The New Player
The trend in mergers and acquisitions in healthcare continues to make headlines, altering geographic and competitive boundaries and, in general, disrupting established practice patterns in medicine. This is not necessarily a negative development—nor is it intrinsically good. Call it a mixed bag.
Hospital mergers are so pervasive that the standalone community hospital has become a rarity. Payors have merged to the extent that the Department of Justice is suing to stop the mergers of Aetna Inc./Humana Inc. and Anthem Inc./Cigna Corp on the grounds that they could lead to higher premiums. That brings us to physician practices.
Radiology Business Journal has ranked the 100 largest practices in radiology since 2012 and the 50 largest practices since 2009. While the increase in the median size of the 100 largest practices from 40.5 in 2012 to 47 in 2015 suggests organic growth, practice mergers likely propelled the median size of the 10 largest practices from 71 in 2009 to 97.5 in 2015.
Leaders of large practices that I have talked with over the years cite the need to enhance information technology capabilities, provide a single level of service across increasingly broad geographies and deepen leadership expertise in many domains, including billing and compliance (see articles, pages 8 and 34) and quality improvement (cover story, page 18). All of that takes cash, and in a private practice, that cash comes out of physicians’ pockets. Consolidation enables practices to spread the cost across a wider base.
Let the bundles begin
The pressure to contain costs in healthcare is only going to grow. The Wall Street Journal reported that U.S. public pension 20-year annualized returns are expected to drop to the lowest levels ever recorded. A few days ago in my home state of California, the California Public Employee’s Retirement System (CALPERS) reported a fiscal 2016 return of 0.6%. CALPERS has a funding gap of $112 billion.
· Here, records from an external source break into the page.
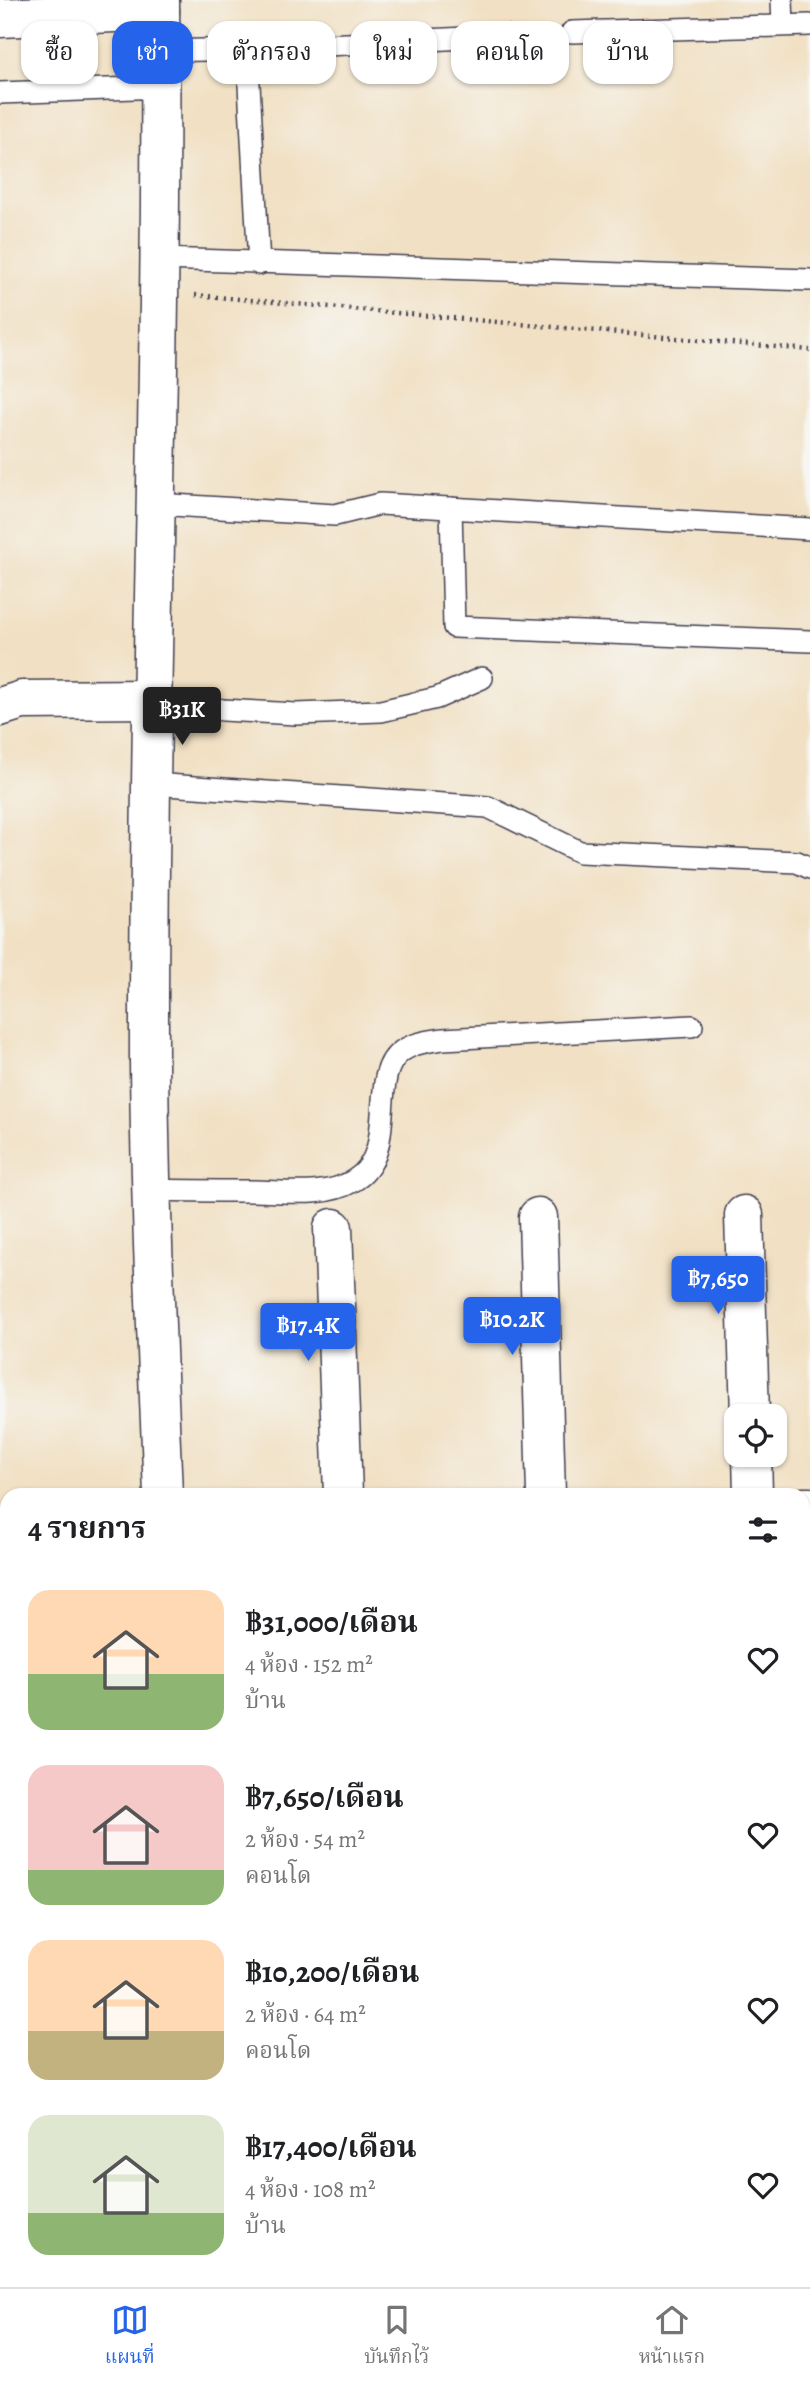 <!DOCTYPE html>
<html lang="th">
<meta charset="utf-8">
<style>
:root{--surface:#fff;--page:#f6f6f6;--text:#202124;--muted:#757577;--line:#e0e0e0;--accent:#2563eb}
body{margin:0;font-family:Alegreya,"Noto Serif Thai",serif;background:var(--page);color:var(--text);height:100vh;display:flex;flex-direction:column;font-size:26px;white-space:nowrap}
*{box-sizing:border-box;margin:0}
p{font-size:23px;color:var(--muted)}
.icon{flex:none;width:38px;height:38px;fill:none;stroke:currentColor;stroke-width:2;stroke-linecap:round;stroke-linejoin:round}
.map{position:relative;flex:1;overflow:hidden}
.drawer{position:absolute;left:0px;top:1488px;width:810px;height:800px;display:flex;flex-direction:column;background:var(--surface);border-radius:21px 21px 0 0;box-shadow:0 2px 5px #0004}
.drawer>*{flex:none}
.guide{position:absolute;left:21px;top:21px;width:768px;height:63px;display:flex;gap:14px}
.controls{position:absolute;left:724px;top:1404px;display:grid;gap:14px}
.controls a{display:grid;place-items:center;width:63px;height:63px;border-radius:14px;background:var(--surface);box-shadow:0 2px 5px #0004;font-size:35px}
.price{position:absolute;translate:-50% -60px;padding:0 16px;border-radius:7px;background:var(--accent);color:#fff;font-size:23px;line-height:46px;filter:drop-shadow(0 2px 4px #0008)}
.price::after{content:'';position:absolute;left:50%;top:42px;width:21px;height:16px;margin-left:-10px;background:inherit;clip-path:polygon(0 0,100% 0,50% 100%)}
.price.selected{background:#222;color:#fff}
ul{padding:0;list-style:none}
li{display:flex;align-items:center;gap:21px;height:175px;padding:0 28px}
li span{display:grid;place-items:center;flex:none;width:196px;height:140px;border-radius:21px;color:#555}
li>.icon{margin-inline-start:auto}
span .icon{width:84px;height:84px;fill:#fffc;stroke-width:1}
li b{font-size:30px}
h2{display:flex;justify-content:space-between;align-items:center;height:84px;padding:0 28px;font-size:30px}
.chip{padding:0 24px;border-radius:21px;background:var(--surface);box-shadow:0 2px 5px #0004;font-size:24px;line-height:63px}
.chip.selected{background:var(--accent);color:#fff}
.tabs{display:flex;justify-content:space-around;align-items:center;height:98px;border-top:2px solid var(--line);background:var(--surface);font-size:19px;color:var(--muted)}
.tabs a{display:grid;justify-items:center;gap:4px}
.tabs .selected{color:var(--accent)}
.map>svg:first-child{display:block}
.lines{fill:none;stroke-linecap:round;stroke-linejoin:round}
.service-casing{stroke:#413e4f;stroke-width:24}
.minor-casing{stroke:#413e4f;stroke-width:41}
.path{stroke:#413e4f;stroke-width:4.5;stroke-dasharray:2 5;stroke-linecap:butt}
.service{stroke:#fff;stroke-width:21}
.minor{stroke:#fff;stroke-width:38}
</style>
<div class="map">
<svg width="810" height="2287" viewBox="0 0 810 2287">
<rect width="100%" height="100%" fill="#f6f6f2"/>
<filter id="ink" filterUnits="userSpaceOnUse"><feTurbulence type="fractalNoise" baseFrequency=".0143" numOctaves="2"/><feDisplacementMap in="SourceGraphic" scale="14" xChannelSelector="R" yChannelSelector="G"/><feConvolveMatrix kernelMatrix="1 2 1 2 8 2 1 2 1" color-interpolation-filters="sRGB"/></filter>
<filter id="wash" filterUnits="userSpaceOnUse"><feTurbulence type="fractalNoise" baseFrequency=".00686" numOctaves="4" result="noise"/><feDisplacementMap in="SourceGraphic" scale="28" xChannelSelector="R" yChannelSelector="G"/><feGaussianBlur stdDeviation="1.57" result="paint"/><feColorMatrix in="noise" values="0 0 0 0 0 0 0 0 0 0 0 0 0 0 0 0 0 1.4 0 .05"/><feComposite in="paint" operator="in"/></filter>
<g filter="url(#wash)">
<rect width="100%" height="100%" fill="#f1e0c3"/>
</g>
<g filter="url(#ink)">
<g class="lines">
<defs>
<g id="service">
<polyline points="782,0 783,25"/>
<polyline points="572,32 810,25"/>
<polyline points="247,49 259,264"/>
<polyline points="162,51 247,49 506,36"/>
<polyline points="0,93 162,87"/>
<polyline points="160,259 810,280"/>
<polyline points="156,504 335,515 380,504 810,529"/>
<polyline points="451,508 454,627 810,641"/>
<polyline points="152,699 223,710 296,714 381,711 437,698 482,678"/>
<polyline points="152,784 488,807 580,852 797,862 810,868"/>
<path d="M151 1190C185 1191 219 1191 253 1191 284 1191 325 1198 353 1181 401 1154 366 1075 402 1051 414 1043 429 1041 443 1039L692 1026"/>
</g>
<g id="minor">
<path d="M160 0C163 353 148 706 149 1059 150 1204 157 1349 163 1494"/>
<polyline points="0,18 160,11"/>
<polyline points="0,707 22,700 152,699"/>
<polyline points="744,1215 750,1416"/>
<polyline points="538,1217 546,1494"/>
<polyline points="333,1228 343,1494"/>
<polyline points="752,1454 753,1494"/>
<polyline points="803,1507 810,1507"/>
<polyline points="803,1717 810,1716"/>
<polyline points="803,1921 810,1921"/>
<polyline points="0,2050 7,2050"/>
<polyline points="803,2111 810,2111"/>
<polyline points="0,2139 7,2125"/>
<polyline points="803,2219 810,2218"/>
<polyline points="803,2278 810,2277"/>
<polyline points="41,2287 116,2280"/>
<polyline points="691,2287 772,2280"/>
</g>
</defs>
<use href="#service" class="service-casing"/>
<use href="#minor" class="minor-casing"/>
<polyline class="path" points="195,295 810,350"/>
<use href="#service" class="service"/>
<use href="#minor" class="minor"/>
</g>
</g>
</svg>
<div class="controls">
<a><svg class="icon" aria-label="locate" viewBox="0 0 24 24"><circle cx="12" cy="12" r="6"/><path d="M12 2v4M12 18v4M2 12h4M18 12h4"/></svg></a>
</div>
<b class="price selected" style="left:182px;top:747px">฿31K</b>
<b class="price" style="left:718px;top:1316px">฿7,650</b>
<b class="price" style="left:512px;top:1357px">฿10.2K</b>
<b class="price" style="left:308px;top:1363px">฿17.4K</b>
<div class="guide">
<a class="chip">ซื้อ</a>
<a class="chip selected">เช่า</a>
<a class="chip">ตัวกรอง</a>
<a class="chip">ใหม่</a>
<a class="chip">คอนโด</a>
<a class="chip">บ้าน</a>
</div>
<section class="drawer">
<h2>4 รายการ<svg class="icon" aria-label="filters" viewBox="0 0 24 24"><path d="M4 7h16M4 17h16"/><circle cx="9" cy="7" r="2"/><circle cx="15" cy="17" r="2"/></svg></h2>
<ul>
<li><span style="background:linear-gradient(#ffd9b3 60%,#8fb573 0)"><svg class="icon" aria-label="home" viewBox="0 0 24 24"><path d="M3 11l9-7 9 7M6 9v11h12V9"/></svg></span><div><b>฿31,000/เดือน</b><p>4 ห้อง · 152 m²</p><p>บ้าน</p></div><svg class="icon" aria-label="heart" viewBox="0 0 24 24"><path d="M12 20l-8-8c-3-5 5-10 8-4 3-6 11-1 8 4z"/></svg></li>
<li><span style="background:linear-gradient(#f6c9c9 75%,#8fb573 0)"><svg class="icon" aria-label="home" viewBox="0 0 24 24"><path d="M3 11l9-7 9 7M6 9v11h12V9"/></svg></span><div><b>฿7,650/เดือน</b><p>2 ห้อง · 54 m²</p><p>คอนโด</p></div><svg class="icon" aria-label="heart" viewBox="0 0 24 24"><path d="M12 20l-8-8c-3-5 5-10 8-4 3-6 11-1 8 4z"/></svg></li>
<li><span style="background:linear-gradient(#ffd9b3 65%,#c2b280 0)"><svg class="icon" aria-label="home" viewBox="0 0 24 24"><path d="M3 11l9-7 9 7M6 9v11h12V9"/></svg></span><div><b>฿10,200/เดือน</b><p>2 ห้อง · 64 m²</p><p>คอนโด</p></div><svg class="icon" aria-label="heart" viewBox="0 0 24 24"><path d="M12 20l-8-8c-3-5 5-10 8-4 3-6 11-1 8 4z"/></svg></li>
<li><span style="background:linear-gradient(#dfe7d0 70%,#8fb573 0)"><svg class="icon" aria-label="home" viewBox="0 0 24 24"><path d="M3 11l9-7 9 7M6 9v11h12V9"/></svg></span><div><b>฿17,400/เดือน</b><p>4 ห้อง · 108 m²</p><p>บ้าน</p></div><svg class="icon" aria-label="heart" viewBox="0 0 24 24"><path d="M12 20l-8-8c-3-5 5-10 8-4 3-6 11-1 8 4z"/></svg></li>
</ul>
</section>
</div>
<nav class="tabs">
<a class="selected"><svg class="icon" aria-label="map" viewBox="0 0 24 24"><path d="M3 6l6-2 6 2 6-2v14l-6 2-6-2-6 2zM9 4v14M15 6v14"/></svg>แผนที่</a>
<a><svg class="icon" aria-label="saved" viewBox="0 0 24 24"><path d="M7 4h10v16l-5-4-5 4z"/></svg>บันทึกไว้</a>
<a><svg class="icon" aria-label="home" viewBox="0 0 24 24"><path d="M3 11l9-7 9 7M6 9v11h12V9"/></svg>หน้าแรก</a>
</nav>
As such, the news that CMS would initiate mandatory cardiac bundled payments for heart attacks and bypass surgeries should not come as a surprise. Hospitals in 98 randomly selected metropolitan areas will receive a lump sum for these care episodes. Target prices will be set each year based on historical regional and hospital-specific data related to the hospitalization and related care for 90 days post-discharge. Any savings will be retained by hospitals that meet quality metrics.
When it comes to finding targets for cost-containment initiatives, cardiac patients are low-hanging fruit. Writing in Health Affairs eight years ago about the Triple Aim, Berwick et al noted that congestive heart failure is the most common reason for admission of Medicare patients to a hospital, with 40% readmitted within 90 days.1 “[Congestive heart failure] is a prime example of what goes wrong when a health care system lacks the capacity to integrate its work over time and across sites of care,” the authors wrote.
The easy part is building the care protocols and hammering out the bundle. Bigger challenges begin after discharge.
When that bundle—or any other care-improvement initiative—is addressed, radiology needs to be there and prepared with evidence-based radiological care protocols, the data to support those protocols and the ability to articulate how its services and technological tools can contribute to the integration of that care across care settings after the patient leaves the hospital. Otherwise, the contract will go to the lowest bidder. It’s really as simple as that.
Three Doors
Working all of this out is going to take time, resources, the ability to innovate and strong, motivated leadership. We’ve seen examples all over the country of large practices—led by strong leaders—growing and innovating. A new path is emerging, one of alignment with other like-minded practices under an umbrella organization that manages quality, billing and other administrative functions.
Some practices, however, will not have the will or the interest to get into the new game; some will prefer to focus on reading studies. Those practices should expect to receive a knock on the door from an increasingly eager suitor—private equity (see article, page 10).
Private equity-backed radiology-services providers—and they are growing—offer to provide the cash for the investments that radiology practices will need to succeed under value-based payment. The upside may be limited to whatever you can negotiate, but the downside is limited too.
These players are looking for exactly what your practice is looking for—skilled radiologists, particularly those with leadership skills. Of course, there is nothing to prevent a private practice with good leadership and a solid plan to go shopping for its own cash infusion.
Moving forward, let reason, not fear, guide your decisions. It’s good to have options.